Example: Storing Context

In Claude Desktop:

"Remember that I use a Vagrant VM for development with Docker containers for MCP servers"

Example: Retrieving Context

In VS Code:

"What do you know about my development setup?"

VS Code immediately retrieves the stored memory and responds with full context about the Vagrant VM, Docker setup, and MCP configuration.

Why This Matters

For Individual Developers

  • No more re-explaining your setup to AI tools
  • Consistent context across different development environments
  • Persistent memory that survives restarts and conversation limits
  • Clean host machine with powerful AI integration

For Teams

  • Shared knowledge base that any team member can access
  • Consistent AI assistance across different tools and platforms
  • Documentation that grows organically through AI interactions

For the Future

This represents a new paradigm for AI-assisted development where tools maintain a persistent, shared understanding rather than operating in isolation.

Getting Started

Prerequisites

  • Vagrant with UTM (for Apple Silicon) or VirtualBox
  • Claude Desktop
  • VS Code with Remote SSH extension
  • Optional: Nix package manager (for reproducible VM configuration)

Basic Setup Steps

  1. Set up Vagrant VM with your preferred configuration
  2. Configure Claude Desktop MCP servers to run via SSH
  3. Configure VS Code Remote SSH and MCP servers
  4. Test shared memory by storing and retrieving context

Challenges and Solutions

Challenge: SSH Connection Management

Running multiple MCP servers via SSH can cause connection conflicts.

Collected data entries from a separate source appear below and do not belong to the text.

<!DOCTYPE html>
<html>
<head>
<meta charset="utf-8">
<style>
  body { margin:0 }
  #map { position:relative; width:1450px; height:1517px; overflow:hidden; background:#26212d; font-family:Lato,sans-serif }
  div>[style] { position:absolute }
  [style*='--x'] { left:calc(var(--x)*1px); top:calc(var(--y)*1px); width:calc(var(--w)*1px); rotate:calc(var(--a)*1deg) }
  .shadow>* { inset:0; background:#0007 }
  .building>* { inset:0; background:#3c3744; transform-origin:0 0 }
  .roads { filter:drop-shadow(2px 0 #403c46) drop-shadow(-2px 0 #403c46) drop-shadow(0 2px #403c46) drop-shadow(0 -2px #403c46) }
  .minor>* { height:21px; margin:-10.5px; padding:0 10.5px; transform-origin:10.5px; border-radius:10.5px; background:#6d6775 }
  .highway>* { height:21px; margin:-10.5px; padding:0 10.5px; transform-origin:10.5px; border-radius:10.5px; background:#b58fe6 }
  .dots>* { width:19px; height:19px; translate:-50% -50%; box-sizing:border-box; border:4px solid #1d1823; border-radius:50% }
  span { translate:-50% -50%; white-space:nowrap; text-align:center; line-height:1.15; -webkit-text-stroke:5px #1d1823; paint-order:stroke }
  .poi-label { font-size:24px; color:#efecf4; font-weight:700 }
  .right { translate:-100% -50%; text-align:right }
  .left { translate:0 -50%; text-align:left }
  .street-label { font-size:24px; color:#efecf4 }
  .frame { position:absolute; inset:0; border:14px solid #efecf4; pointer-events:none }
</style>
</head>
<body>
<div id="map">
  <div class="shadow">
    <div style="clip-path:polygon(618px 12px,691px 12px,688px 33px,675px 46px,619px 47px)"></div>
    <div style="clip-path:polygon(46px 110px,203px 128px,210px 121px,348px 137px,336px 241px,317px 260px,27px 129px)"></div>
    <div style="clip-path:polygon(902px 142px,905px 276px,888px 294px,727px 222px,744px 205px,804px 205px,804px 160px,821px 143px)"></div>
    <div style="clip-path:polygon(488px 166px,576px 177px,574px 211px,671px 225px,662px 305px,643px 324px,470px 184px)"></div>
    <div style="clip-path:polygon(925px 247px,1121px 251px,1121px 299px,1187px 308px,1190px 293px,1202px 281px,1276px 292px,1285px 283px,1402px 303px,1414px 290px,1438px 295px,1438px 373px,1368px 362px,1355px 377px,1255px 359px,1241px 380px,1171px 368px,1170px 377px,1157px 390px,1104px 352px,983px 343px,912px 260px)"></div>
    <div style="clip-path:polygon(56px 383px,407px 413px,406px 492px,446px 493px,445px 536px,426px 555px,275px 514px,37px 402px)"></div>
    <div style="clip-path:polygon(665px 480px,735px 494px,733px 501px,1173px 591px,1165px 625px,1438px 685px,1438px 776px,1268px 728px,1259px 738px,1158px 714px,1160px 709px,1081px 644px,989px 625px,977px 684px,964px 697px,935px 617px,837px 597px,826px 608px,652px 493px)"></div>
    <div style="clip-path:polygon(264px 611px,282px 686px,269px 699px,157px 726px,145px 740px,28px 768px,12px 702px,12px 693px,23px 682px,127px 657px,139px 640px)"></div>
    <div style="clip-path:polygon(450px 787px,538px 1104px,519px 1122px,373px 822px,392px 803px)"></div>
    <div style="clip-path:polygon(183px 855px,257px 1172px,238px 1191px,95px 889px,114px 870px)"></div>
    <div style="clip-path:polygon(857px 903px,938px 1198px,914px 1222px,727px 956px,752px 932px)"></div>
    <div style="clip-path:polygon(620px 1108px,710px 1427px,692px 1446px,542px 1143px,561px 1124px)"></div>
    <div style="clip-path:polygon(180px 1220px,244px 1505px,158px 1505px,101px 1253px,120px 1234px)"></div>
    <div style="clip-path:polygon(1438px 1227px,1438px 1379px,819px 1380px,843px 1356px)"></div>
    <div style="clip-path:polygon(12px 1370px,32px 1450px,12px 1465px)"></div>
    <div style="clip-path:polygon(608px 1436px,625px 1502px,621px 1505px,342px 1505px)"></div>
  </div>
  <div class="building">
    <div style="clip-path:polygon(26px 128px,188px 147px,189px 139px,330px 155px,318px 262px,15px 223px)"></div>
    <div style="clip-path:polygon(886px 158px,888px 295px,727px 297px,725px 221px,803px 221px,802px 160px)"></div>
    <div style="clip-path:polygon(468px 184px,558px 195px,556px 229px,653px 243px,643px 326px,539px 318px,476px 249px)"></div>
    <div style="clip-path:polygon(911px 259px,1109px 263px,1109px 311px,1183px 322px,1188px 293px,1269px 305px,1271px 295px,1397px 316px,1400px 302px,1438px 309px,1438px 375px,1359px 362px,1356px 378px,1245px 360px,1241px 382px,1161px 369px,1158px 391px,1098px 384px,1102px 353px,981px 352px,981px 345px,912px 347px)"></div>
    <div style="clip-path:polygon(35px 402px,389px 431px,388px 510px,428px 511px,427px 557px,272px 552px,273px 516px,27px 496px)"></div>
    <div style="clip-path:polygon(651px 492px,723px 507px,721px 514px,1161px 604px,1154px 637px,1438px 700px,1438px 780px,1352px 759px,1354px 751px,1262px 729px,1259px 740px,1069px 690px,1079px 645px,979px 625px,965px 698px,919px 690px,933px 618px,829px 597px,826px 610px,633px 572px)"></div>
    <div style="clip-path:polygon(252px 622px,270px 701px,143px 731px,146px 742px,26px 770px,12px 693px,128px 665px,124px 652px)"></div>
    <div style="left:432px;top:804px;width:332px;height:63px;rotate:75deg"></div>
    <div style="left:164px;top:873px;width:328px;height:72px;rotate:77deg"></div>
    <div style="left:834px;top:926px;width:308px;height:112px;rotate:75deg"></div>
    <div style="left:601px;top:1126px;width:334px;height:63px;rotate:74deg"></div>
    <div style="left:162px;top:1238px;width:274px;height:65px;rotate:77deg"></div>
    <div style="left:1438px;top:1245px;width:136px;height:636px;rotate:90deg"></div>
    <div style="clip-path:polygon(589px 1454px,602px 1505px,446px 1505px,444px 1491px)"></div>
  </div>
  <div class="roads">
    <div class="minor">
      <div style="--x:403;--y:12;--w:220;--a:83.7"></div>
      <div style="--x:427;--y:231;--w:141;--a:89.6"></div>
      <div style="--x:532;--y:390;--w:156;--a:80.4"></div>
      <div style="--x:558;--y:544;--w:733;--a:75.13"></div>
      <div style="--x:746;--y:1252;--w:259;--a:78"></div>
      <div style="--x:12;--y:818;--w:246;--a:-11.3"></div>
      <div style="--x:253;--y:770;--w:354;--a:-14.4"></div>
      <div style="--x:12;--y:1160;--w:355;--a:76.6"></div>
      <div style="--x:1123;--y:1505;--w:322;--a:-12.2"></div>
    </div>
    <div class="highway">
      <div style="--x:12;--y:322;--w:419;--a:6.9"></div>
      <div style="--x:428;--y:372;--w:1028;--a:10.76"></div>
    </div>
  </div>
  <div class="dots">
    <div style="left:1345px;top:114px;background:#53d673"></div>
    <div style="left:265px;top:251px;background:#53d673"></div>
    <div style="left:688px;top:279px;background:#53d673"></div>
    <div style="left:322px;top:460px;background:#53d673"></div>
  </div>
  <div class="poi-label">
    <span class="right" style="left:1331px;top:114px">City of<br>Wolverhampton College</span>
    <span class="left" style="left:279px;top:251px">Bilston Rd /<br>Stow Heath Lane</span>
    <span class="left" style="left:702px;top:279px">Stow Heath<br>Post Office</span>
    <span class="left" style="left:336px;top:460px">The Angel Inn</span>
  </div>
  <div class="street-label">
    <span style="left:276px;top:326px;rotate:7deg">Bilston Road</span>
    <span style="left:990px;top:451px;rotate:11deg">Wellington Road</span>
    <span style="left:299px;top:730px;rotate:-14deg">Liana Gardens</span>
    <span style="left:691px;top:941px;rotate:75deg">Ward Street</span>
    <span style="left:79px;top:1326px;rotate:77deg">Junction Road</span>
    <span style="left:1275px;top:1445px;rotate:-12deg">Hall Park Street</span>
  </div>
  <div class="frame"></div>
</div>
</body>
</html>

Solution: Careful configuration to avoid simultaneous SSH sessions and proper connection cleanup.

Challenge: Docker Container Lifecycle

Managing Docker containers for each MCP server session.

Solution: Using the --rm flag for automatic cleanup and proper volume mounting for data persistence.

Challenge: Memory Consistency

Ensure both tools can read/write in the same memory store without conflicts.

Solution: Single shared file with proper Docker volume mounting and consistent file paths.

What's Next

This setup opens up exciting possibilities:

  • Integration with more AI tools as MCP adoption grows
  • Team-wide shared memory for collaborative AI assistance
  • Project-specific knowledge bases that accumulate over time
  • Cross-platform AI workflows that maintain full context

The Model Context Protocol is still young but already enables powerful new patterns for AI-assisted development. This shared memory approach is just the beginning.

Conclusion

Building a shared AI memory system transforms how you work with AI tools. Instead of constantly re-explaining your setup and losing context, you get AI assistants that truly understand your environment and remember your decisions.

The combination of MCP servers, Vagrant, and Docker provides a clean, robust foundation for this integration. As the ecosystem matures, I expect more developers to adopt similar patterns for persistent, context-aware AI assistance.

Your AI tools shouldn't have amnesia. Please give them the memory they deserve.